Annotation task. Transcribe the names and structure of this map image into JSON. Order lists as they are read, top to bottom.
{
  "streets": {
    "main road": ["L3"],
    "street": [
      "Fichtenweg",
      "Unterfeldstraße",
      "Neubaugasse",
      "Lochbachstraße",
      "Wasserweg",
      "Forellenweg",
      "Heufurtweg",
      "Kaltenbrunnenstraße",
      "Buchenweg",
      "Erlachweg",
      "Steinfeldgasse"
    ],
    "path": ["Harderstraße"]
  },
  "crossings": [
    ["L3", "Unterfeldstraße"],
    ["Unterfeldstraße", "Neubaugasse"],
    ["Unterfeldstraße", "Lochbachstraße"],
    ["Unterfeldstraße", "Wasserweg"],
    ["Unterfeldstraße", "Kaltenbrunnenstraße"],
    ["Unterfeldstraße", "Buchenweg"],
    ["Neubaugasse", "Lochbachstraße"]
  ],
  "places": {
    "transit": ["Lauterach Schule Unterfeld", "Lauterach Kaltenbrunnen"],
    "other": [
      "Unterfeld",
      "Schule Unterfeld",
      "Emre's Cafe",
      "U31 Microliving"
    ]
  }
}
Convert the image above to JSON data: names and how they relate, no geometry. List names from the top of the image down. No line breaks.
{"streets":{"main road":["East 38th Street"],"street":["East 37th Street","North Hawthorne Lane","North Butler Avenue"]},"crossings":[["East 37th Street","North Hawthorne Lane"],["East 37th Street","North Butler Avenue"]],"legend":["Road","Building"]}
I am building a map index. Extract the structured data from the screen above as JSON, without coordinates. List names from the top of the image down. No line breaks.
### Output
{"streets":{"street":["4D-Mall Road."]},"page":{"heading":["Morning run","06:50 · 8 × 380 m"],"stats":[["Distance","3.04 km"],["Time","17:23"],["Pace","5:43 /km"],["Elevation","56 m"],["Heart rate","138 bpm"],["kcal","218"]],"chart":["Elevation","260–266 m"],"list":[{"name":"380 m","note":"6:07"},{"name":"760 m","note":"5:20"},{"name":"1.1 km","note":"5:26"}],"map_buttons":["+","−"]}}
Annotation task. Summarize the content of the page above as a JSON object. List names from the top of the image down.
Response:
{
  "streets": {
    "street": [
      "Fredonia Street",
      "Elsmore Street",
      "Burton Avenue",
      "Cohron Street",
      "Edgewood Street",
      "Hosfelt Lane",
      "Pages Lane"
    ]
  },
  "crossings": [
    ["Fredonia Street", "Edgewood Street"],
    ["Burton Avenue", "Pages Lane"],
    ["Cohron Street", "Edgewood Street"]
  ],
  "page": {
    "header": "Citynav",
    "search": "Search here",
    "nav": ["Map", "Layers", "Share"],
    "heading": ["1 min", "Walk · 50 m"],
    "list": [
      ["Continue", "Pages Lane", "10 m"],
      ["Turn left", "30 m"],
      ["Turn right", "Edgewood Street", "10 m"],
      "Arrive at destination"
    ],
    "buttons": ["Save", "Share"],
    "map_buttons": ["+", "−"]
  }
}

WORK ITEM:
Write out the records exactly, starting at the first line and stopping after the line that contains "I am building".

REPLY TO THE EXERCISE:
Annotation task. Transcribe the names and structure of this map image into JSON. Order lists as they are read, top to bottom.
{
  "streets": {
    "main road": ["L3"],
    "street": [
      "Fichtenweg",
      "Unterfeldstraße",
      "Neubaugasse",
      "Lochbachstraße",
      "Wasserweg",
      "Forellenweg",
      "Heufurtweg",
      "Kaltenbrunnenstraße",
      "Buchenweg",
      "Erlachweg",
      "Steinfeldgasse"
    ],
    "path": ["Harderstraße"]
  },
  "crossings": [
    ["L3", "Unterfeldstraße"],
    ["Unterfeldstraße", "Neubaugasse"],
    ["Unterfeldstraße", "Lochbachstraße"],
    ["Unterfeldstraße", "Wasserweg"],
    ["Unterfeldstraße", "Kaltenbrunnenstraße"],
    ["Unterfeldstraße", "Buchenweg"],
    ["Neubaugasse", "Lochbachstraße"]
  ],
  "places": {
    "transit": ["Lauterach Schule Unterfeld", "Lauterach Kaltenbrunnen"],
    "other": [
      "Unterfeld",
      "Schule Unterfeld",
      "Emre's Cafe",
      "U31 Microliving"
    ]
  }
}
Convert the image above to JSON data: names and how they relate, no geometry. List names from the top of the image down. No line breaks.
{"streets":{"main road":["East 38th Street"],"street":["East 37th Street","North Hawthorne Lane","North Butler Avenue"]},"crossings":[["East 37th Street","North Hawthorne Lane"],["East 37th Street","North Butler Avenue"]],"legend":["Road","Building"]}
I am building a map index. Extract the structured data from the screen above as JSON, without coordinates. List names from the top of the image down. No line breaks.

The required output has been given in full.